_WHAT IS NEEDED_: Search the data below for the string "river" and copy all lines where it shows up.

(MATERIAL FOR THIS EXERCISE begins)

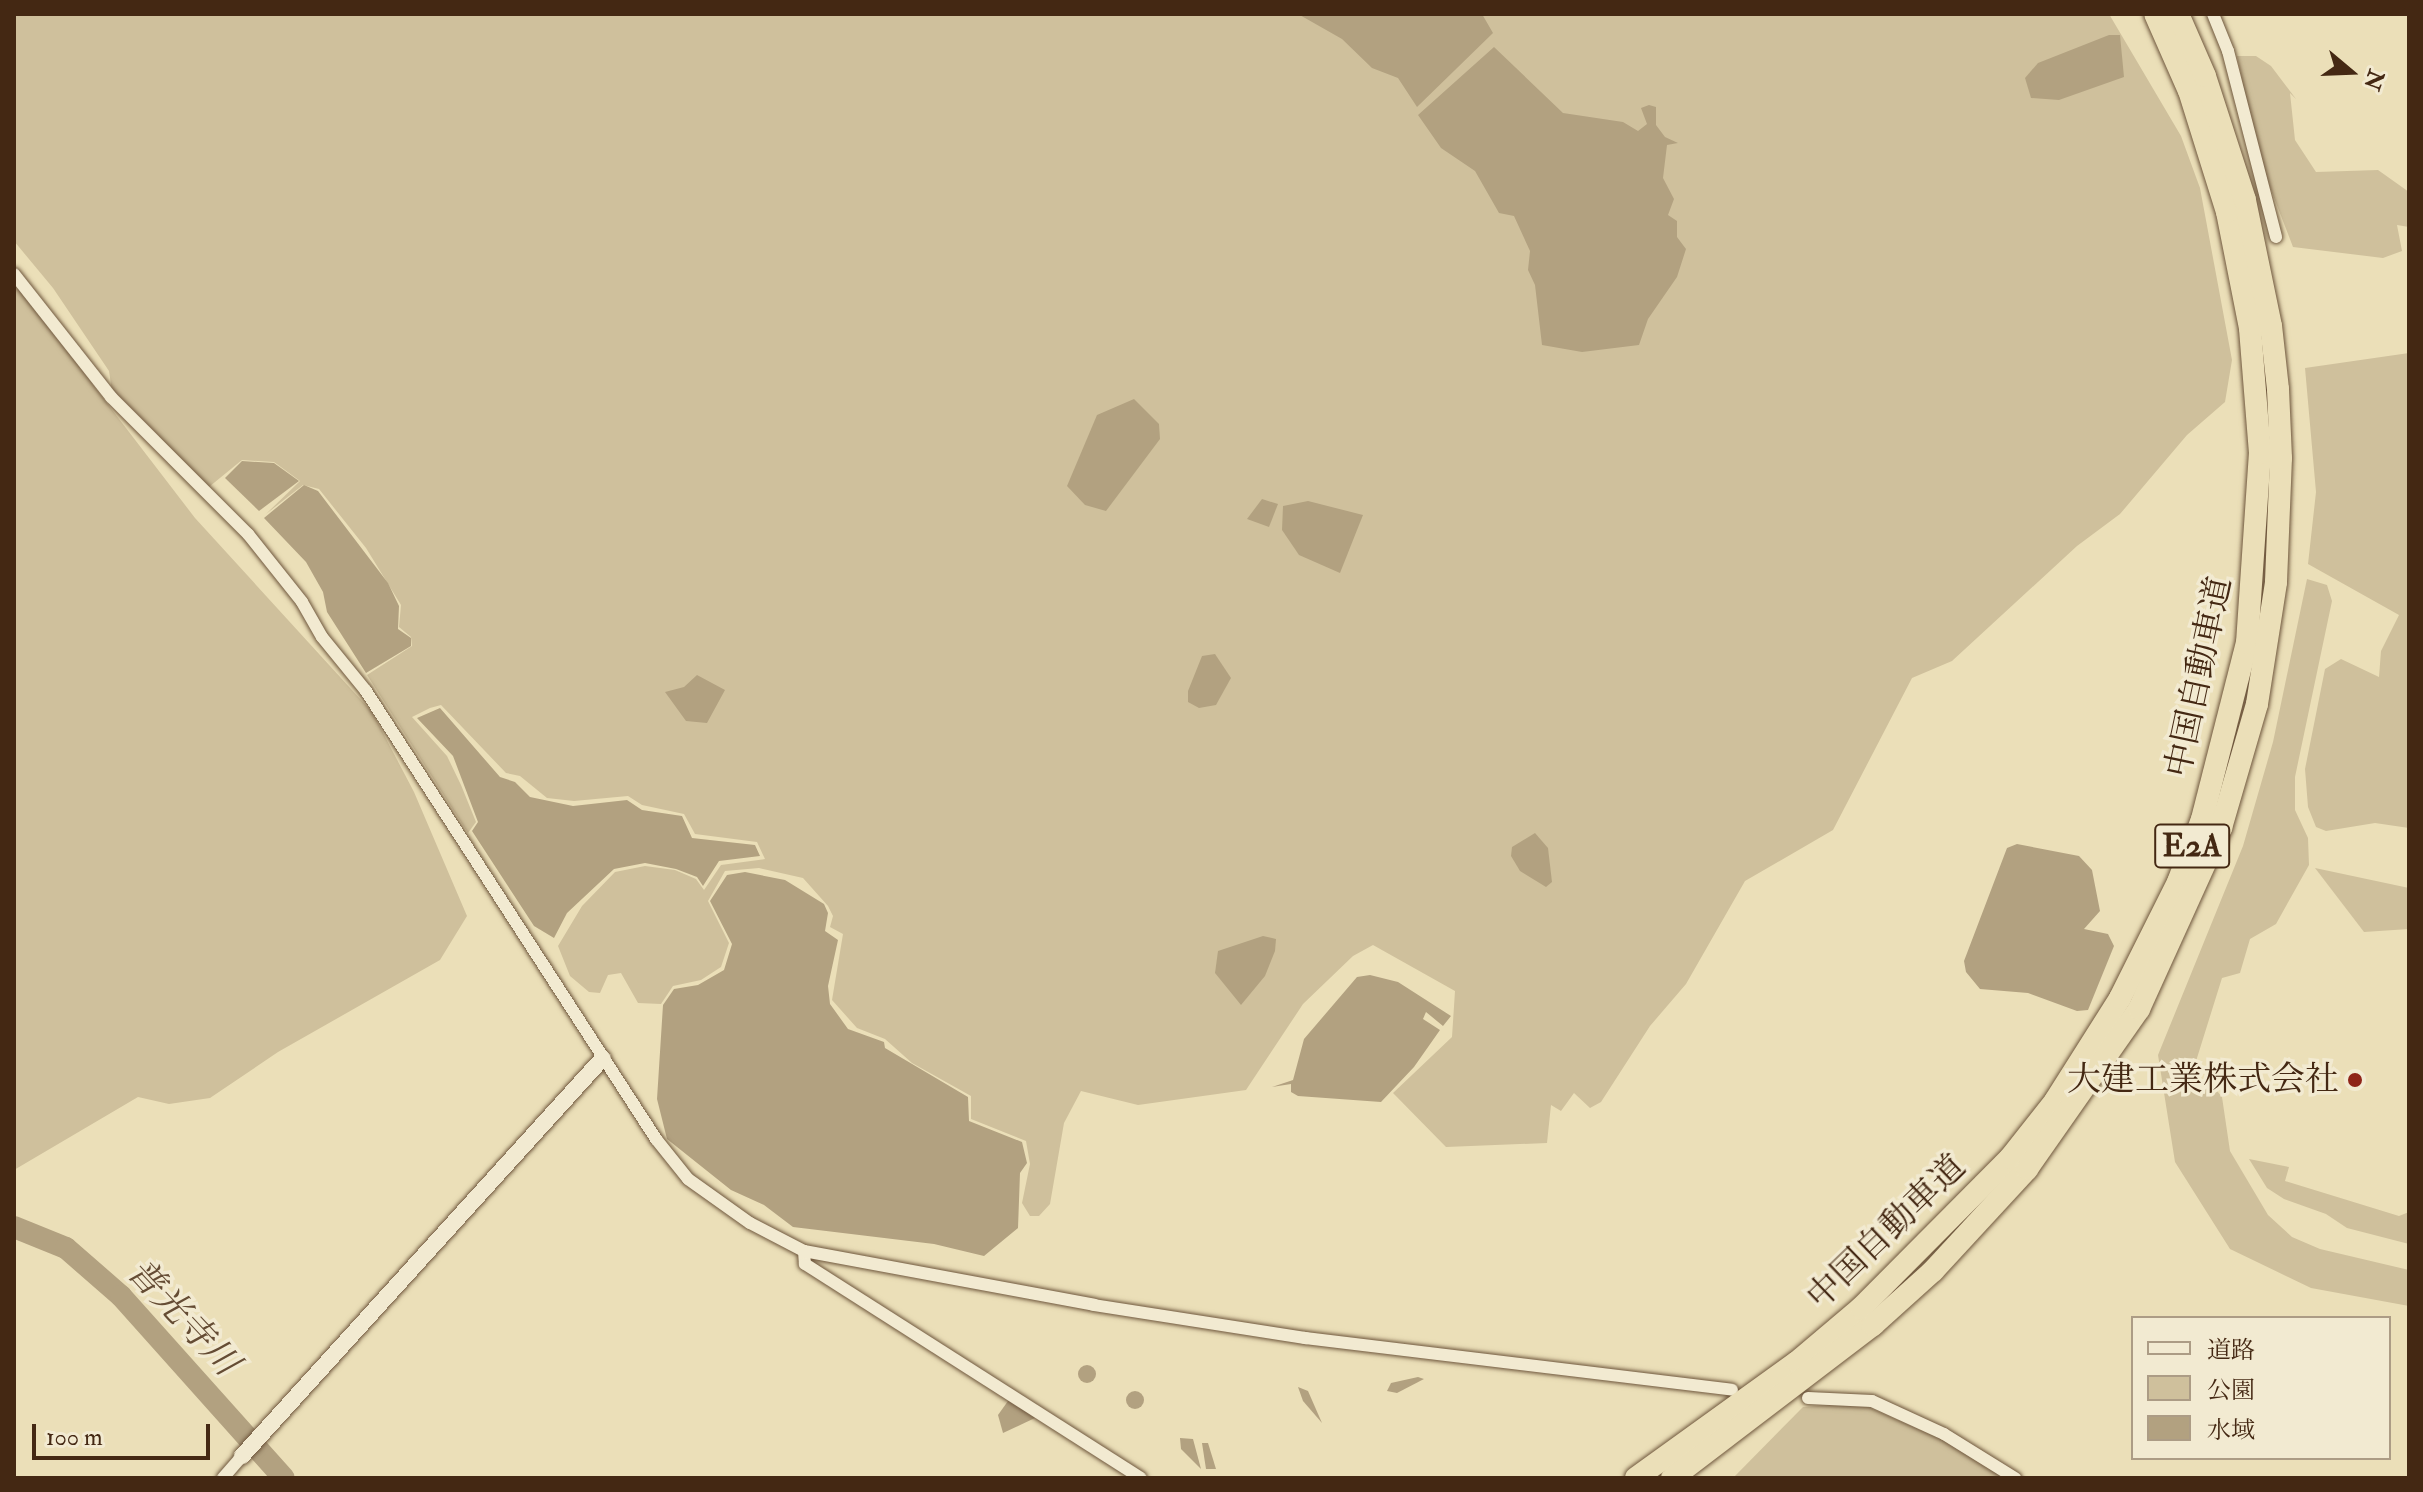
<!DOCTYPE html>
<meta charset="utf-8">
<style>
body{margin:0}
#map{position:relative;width:2423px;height:1492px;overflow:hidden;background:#ebdfb8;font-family:"IM FELL Double Pica","Noto Serif JP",serif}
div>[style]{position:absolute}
.green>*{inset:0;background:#cfc09c}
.water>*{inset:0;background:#b2a180}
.round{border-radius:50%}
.river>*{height:22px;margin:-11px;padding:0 11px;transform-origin:11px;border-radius:11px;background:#b2a180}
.roads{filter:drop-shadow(0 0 2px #6e563c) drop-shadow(0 0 2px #6e563c)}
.street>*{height:12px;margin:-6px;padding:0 6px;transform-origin:6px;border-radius:6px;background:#f2ead1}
.secondary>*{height:16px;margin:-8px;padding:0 8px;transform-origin:8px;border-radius:8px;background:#f2ead1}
.highway>*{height:22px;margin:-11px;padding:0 11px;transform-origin:11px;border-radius:11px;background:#ebdfb8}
.dots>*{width:22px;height:22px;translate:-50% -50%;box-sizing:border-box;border:4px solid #f2ead1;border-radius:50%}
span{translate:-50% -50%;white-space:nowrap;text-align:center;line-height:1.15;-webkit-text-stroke:7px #f2ead1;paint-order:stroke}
.shield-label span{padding:2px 6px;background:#f2ead1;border:2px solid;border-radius:6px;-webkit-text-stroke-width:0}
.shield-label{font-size:32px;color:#442813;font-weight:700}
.street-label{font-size:34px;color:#442813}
.poi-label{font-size:34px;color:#442813}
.right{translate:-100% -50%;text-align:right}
.water-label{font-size:36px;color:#654c34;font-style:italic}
.frame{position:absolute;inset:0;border:16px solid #442813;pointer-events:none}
.legend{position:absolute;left:2131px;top:1316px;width:260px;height:144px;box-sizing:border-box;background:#f2ead1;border:2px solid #ac9c85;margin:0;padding:10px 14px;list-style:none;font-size:24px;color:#442813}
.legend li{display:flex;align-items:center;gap:16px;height:40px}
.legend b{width:40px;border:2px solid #ac9c85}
.north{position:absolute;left:2311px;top:32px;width:80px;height:80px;-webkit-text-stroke:6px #f2ead1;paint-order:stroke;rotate:109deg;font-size:22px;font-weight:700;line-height:32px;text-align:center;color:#442813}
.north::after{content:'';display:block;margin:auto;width:28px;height:36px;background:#442813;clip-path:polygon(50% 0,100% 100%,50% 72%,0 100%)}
.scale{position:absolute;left:32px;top:1424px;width:178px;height:36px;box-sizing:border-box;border:4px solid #442813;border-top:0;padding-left:10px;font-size:24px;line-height:28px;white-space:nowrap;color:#442813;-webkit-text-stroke:6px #f2ead1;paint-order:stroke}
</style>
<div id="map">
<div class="green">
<div style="clip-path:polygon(14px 14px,2109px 14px,2181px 136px,2200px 188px,2232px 360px,2225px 402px,2187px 435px,2120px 514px,2077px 546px,1952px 661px,1912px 678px,1833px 830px,1745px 881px,1686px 984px,1650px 1026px,1601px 1102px,1590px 1108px,1574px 1093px,1561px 1111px,1551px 1105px,1547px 1143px,1446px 1147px,1393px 1093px,1452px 1037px,1455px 991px,1373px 945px,1353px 956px,1303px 1004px,1246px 1090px,1138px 1105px,1081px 1091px,1064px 1123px,1050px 1204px,1039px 1216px,1030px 1216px,1022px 1203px,1030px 1164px,1026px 1141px,971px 1119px,971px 1096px,912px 1063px,885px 1039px,857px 1028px,832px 1000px,843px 934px,830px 927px,833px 916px,828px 906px,803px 878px,759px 868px,725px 871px,708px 901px,729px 943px,721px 967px,701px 980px,673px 986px,661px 1004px,638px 1003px,621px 973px,608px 975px,600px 993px,589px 992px,570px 976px,558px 946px,582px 906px,615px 872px,645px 866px,675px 870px,696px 879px,704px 890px,721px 865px,765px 859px,757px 842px,695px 834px,684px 814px,642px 805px,628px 796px,574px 801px,547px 798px,520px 776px,506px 773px,441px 705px,430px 708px,412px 717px,447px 756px,461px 785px,476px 822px,468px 833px,367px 675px,412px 646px,411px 637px,399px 627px,401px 605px,366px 548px,319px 489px,303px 485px,266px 514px,300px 481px,274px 462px,242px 460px,204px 491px,171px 466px,114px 405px,109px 371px,53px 288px,14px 241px)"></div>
<div style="clip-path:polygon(2237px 56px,2256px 56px,2271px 66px,2296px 99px,2290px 93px,2295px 140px,2316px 172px,2378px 170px,2409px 192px,2409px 227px,2397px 225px,2402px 251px,2383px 258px,2293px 247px,2258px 156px)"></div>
<div style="clip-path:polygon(14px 265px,62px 328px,93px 385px,195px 518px,372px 712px,414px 792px,467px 916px,440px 960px,278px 1052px,210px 1098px,169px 1104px,138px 1097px,14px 1170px)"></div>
<div style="clip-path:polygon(2409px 353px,2409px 828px,2375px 823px,2326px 831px,2316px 827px,2308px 807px,2305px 769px,2325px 669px,2341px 659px,2379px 677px,2381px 651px,2399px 615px,2308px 564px,2316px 492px,2305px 368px)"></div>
<div style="clip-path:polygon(2307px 579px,2327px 585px,2332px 601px,2295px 777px,2295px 810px,2308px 838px,2309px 865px,2276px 924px,2250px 939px,2240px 973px,2222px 978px,2192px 1074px,2194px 1082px,2213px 1086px,2222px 1097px,2230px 1151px,2268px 1215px,2292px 1237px,2320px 1249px,2409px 1270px,2409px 1306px,2311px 1288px,2230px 1249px,2175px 1162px,2158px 1055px,2243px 846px,2273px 742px)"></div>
<div style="clip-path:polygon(2315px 868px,2409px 888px,2409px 929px,2364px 932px)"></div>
<div style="clip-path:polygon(2249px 1159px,2289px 1167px,2285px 1181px,2399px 1216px,2409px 1212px,2409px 1244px,2347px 1228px,2326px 1214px,2284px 1199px,2267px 1188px)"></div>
<div style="clip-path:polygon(1859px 1403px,1945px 1441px,2004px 1478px,1733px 1478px,1803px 1407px)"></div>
</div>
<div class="water">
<div style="clip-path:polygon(1298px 14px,1482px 14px,1493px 33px,1417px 107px,1398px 78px,1372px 68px,1342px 39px)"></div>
<div style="clip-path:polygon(2109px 35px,2120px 35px,2124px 77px,2059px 100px,2031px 98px,2025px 78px,2038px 63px)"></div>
<div style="clip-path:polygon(1494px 47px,1563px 113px,1623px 122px,1638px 131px,1647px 124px,1641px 108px,1649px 105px,1656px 107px,1656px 125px,1665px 137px,1678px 143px,1667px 145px,1663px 178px,1674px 199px,1668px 215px,1677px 221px,1677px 237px,1686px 249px,1677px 277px,1648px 319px,1639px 345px,1582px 352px,1542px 345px,1535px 285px,1528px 270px,1530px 251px,1514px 216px,1499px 213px,1475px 171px,1441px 148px,1418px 115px)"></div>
<div style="clip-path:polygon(1134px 399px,1159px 424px,1160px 439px,1106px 511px,1085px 505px,1067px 486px,1097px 415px)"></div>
<div style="clip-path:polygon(242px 461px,274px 463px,299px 481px,259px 511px,225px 478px)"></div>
<div style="clip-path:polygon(304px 485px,318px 491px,388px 583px,399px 606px,398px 629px,411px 638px,411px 646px,366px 673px,327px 612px,323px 592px,306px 562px,264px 518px)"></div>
<div style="clip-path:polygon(1262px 499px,1278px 504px,1269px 527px,1247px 519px)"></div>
<div style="clip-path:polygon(1308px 501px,1363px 515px,1340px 573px,1299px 555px,1282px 530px,1283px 506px)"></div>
<div style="clip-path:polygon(1215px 654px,1231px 678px,1216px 705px,1199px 708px,1188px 702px,1188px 691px,1202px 656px)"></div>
<div style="clip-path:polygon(697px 675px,725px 690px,707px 723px,686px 721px,665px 692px,684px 687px)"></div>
<div style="clip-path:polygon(440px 708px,500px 777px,515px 782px,530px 797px,573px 806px,627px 800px,642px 810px,682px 816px,692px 838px,755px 845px,760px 856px,719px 861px,703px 886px,697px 877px,676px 869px,645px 863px,614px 869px,567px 913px,554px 938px,534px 926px,472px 831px,478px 822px,453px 756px,417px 718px)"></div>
<div style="clip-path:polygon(1535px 833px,1548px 848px,1552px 882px,1546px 887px,1520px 871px,1511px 856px,1512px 847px)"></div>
<div style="clip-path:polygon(2017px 844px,2079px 856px,2092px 870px,2100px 911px,2084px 929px,2108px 934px,2114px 946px,2088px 1010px,2077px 1011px,2028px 993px,1980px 989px,1966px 972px,1964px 961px,2007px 848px)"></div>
<div style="clip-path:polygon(745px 872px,785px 880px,824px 904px,828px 913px,825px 931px,838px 940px,828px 986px,830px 1004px,848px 1029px,884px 1042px,885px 1048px,968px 1097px,969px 1121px,1022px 1142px,1027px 1163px,1020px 1173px,1018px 1228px,984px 1256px,934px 1244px,793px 1227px,764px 1205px,731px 1190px,667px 1139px,657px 1099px,663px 1005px,674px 989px,698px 985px,724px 970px,732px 944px,710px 901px,727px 875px)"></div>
<div style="clip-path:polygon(1263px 936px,1276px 939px,1275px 951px,1265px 976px,1241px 1005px,1215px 973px,1218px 951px)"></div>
<div style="clip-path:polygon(1370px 975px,1398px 982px,1451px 1016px,1443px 1026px,1426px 1012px,1423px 1019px,1440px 1030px,1414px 1067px,1381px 1102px,1298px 1096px,1291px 1092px,1291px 1084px,1272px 1087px,1293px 1080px,1304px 1039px,1357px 977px)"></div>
<div class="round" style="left:1078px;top:1365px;width:18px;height:18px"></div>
<div style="clip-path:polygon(1418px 1377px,1424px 1379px,1397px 1393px,1387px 1391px,1391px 1383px)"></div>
<div style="clip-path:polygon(1298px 1387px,1308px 1391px,1322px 1423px,1303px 1401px)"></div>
<div class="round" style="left:1126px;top:1391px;width:18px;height:18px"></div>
<div style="clip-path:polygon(1008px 1401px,1013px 1401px,1037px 1417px,1003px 1433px,998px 1415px)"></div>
<div style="clip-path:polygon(1180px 1438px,1193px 1439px,1201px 1469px,1181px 1449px)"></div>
<div style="clip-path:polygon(1202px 1443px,1208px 1443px,1216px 1469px,1206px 1469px)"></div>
</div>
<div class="river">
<div style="left:14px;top:1227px;width:56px;rotate:22deg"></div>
<div style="left:66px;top:1248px;width:73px;rotate:41.1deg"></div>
<div style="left:121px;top:1296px;width:244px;rotate:48.2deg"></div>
</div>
<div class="roads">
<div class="street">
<div style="left:2213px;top:14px;width:40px;rotate:68deg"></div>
<div style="left:2228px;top:51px;width:192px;rotate:75.5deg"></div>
<div style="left:14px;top:274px;width:157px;rotate:51.7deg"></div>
<div style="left:111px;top:397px;width:194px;rotate:45deg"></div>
<div style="left:248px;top:534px;width:87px;rotate:51.5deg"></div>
<div style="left:302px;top:602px;width:40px;rotate:60.3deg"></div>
<div style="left:322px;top:637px;width:70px;rotate:50.8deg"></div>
<div style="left:366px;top:691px;width:534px;rotate:57.08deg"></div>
<div style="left:656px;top:1139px;width:51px;rotate:51.3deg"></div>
<div style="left:688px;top:1179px;width:76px;rotate:35.4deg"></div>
<div style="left:750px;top:1223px;width:61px;rotate:27.4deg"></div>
<div style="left:804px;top:1251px;width:295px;rotate:10.5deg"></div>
<div style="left:1094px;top:1305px;width:214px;rotate:8.9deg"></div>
<div style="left:1305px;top:1338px;width:430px;rotate:6.9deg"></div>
<div style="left:804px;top:1251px;width:13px;rotate:86deg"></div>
<div style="left:805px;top:1264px;width:398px;rotate:32.5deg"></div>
<div style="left:1808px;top:1398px;width:64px;rotate:2.7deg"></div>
<div style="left:1872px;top:1401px;width:79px;rotate:24.6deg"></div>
<div style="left:1944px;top:1434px;width:84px;rotate:31.8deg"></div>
<div style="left:223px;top:1478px;width:29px;rotate:-49deg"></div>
</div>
<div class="secondary">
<div style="left:242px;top:1456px;width:537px;rotate:-47.79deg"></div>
</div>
<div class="highway">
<div style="left:1636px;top:1478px;width:198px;rotate:-35.8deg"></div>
<div style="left:1797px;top:1362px;width:84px;rotate:-40.2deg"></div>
<div style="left:1861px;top:1308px;width:211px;rotate:-45.2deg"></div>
<div style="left:2010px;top:1158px;width:73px;rotate:-51.7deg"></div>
<div style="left:2055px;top:1101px;width:122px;rotate:-57.7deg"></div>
<div style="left:2120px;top:998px;width:130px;rotate:-63.4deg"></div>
<div style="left:2178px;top:882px;width:67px;rotate:-69.1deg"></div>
<div style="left:2202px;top:819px;width:182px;rotate:-75.7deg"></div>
<div style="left:2247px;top:643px;width:190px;rotate:-86.1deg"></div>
<div style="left:2260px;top:453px;width:125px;rotate:-94.6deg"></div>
<div style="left:2250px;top:328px;width:118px;rotate:-101.2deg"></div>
<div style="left:2227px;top:212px;width:127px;rotate:-107.4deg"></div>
<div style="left:2189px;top:91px;width:84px;rotate:-113.8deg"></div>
<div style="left:1672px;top:1478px;width:253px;rotate:-37.3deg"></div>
<div style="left:1873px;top:1325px;width:81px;rotate:-42deg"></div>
<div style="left:1933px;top:1271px;width:139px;rotate:-47.3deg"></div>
<div style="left:2027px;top:1169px;width:195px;rotate:-55deg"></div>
<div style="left:2139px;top:1009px;width:199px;rotate:-65.6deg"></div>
<div style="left:2221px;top:828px;width:129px;rotate:-73.8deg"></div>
<div style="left:2257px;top:704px;width:123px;rotate:-81.1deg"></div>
<div style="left:2276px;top:582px;width:124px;rotate:-87.7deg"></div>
<div style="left:2281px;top:458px;width:69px;rotate:-92.5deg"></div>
<div style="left:2278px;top:389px;width:63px;rotate:-96.3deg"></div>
<div style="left:2271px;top:326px;width:129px;rotate:-101.7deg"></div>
<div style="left:2245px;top:200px;width:130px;rotate:-107.9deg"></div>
<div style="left:2205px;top:76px;width:68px;rotate:-113.5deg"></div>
</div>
</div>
<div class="dots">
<div style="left:2355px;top:1080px;background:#8f2418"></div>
</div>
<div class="shield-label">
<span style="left:2192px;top:846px">E2A</span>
</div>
<div class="street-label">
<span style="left:2199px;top:677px;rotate:-78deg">中国自動車道</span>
<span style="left:1886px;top:1232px;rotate:-44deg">中国自動車道</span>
</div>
<div class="poi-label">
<span class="right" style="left:2339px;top:1080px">大建工業株式会社</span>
</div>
<div class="water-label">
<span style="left:183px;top:1317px;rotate:47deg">普光寺川</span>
</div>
<div class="frame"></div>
<ul class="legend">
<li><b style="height:10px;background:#f2ead1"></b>道路</li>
<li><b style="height:22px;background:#cfc09c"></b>公園</li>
<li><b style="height:22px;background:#b2a180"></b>水域</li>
</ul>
<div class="north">N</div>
<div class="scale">100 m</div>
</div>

(MATERIAL FOR THIS EXERCISE ends)

_ANSWER FOR THIS EXERCISE_:
.river>*{height:22px;margin:-11px;padding:0 11px;transform-origin:11px;border-radius:11px;background:#b2a180}
<div class="river">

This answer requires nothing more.